| Task instructions |
When you reproduce the entries below, keep each one exact and drop any pictures.

Records drawn from a dataset
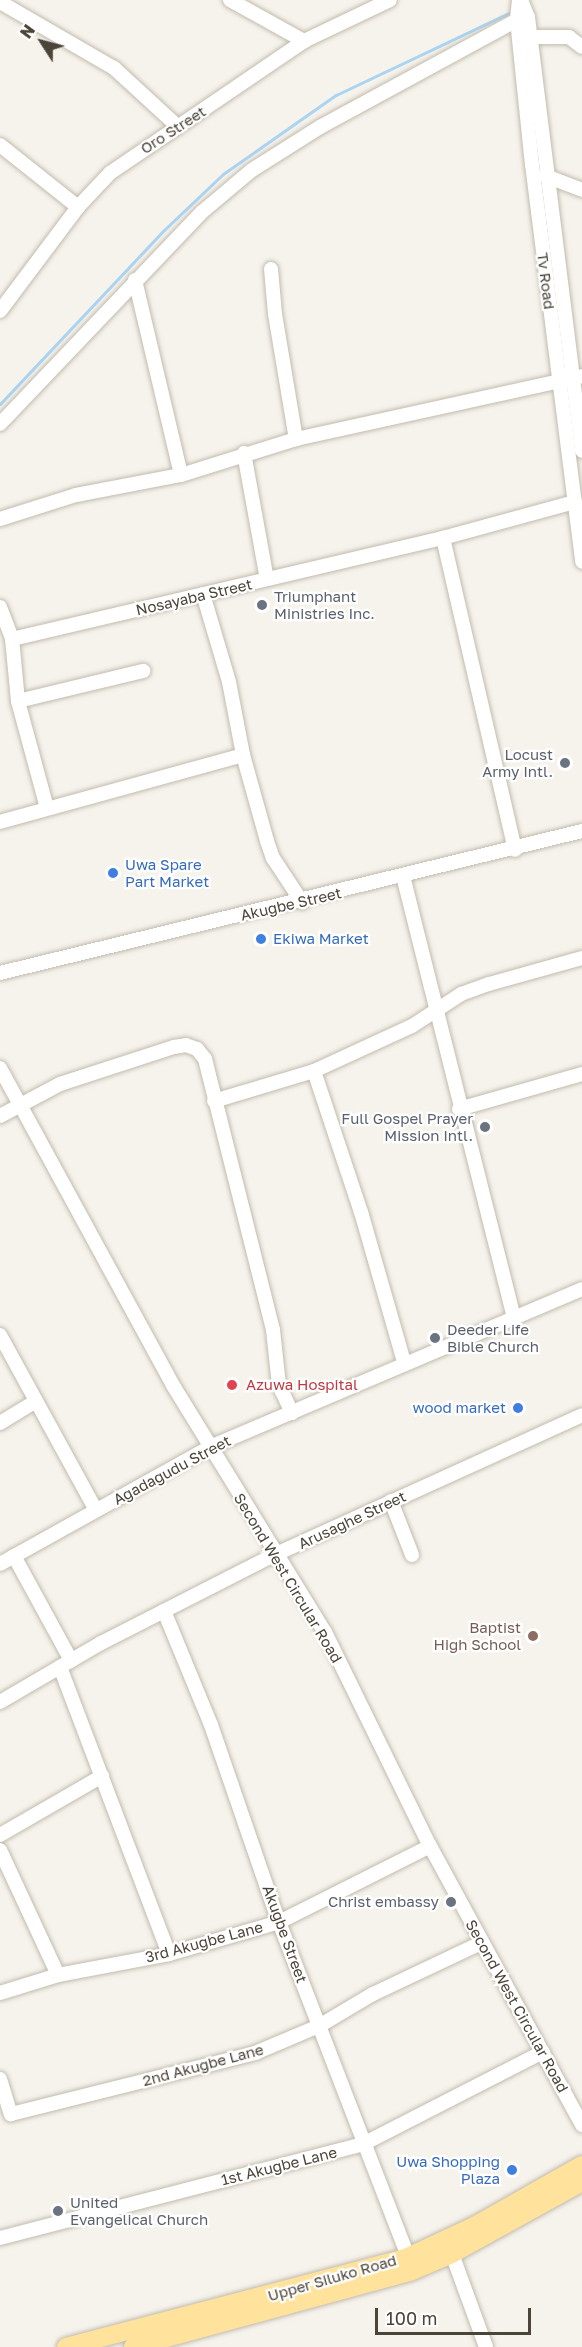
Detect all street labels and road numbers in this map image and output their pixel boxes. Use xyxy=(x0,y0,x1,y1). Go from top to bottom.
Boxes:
street label: Oro Street xyxy=(137,102,209,158)
street label: Tv Road xyxy=(534,252,558,310)
street label: Nosayaba Street xyxy=(134,575,254,619)
street label: Akugbe Street xyxy=(239,884,343,924)
street label: Agadagudu Street xyxy=(110,1432,234,1508)
street label: Arusaghe Street xyxy=(295,1487,409,1553)
street label: Second West Circular Road xyxy=(230,1490,346,1666)
street label: Akugbe Street xyxy=(259,1883,311,1985)
street label: Second West Circular Road xyxy=(462,1917,572,2095)
street label: 3rd Akugbe Lane xyxy=(143,1918,265,1966)
street label: 2nd Akugbe Lane xyxy=(141,2040,265,2090)
street label: 1st Akugbe Lane xyxy=(219,2143,339,2189)
street label: Upper Siluko Road xyxy=(266,2251,398,2305)

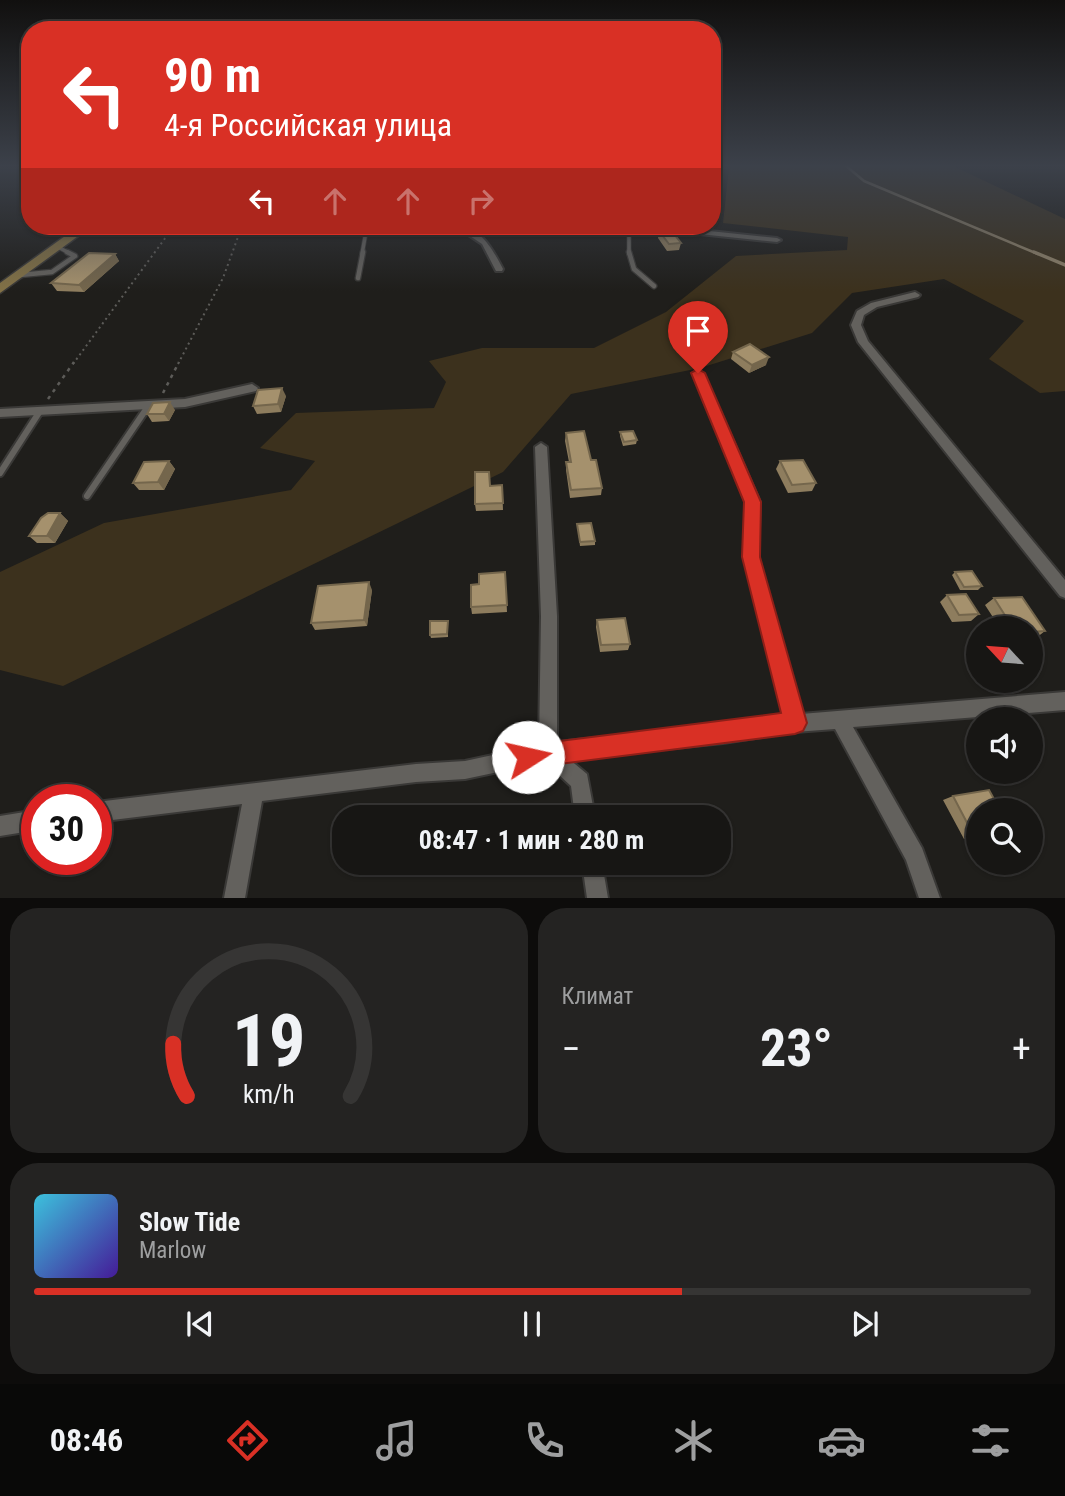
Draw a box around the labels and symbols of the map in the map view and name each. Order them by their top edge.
pin [668,301,728,373]
north arrow [966,616,1043,693]
position arrow [491,720,565,794]
speed limit sign: 30 [21,784,112,875]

| Exercise result |
Detect all street labels and road numbers in this map image and output their pixel boxes. Use xyxy=(x0,y0,x1,y1). Go from top to bottom.
Boxes:
street label: Oro Street xyxy=(137,102,209,158)
street label: Tv Road xyxy=(534,252,558,310)
street label: Nosayaba Street xyxy=(134,575,254,619)
street label: Akugbe Street xyxy=(239,884,343,924)
street label: Agadagudu Street xyxy=(110,1432,234,1508)
street label: Arusaghe Street xyxy=(295,1487,409,1553)
street label: Second West Circular Road xyxy=(230,1490,346,1666)
street label: Akugbe Street xyxy=(259,1883,311,1985)
street label: Second West Circular Road xyxy=(462,1917,572,2095)
street label: 3rd Akugbe Lane xyxy=(143,1918,265,1966)
street label: 2nd Akugbe Lane xyxy=(141,2040,265,2090)
street label: 1st Akugbe Lane xyxy=(219,2143,339,2189)
street label: Upper Siluko Road xyxy=(266,2251,398,2305)

Draw a box around the labels and symbols of the map in the map view and name each. Order them by their top edge.
pin [668,301,728,373]
north arrow [966,616,1043,693]
position arrow [491,720,565,794]
speed limit sign: 30 [21,784,112,875]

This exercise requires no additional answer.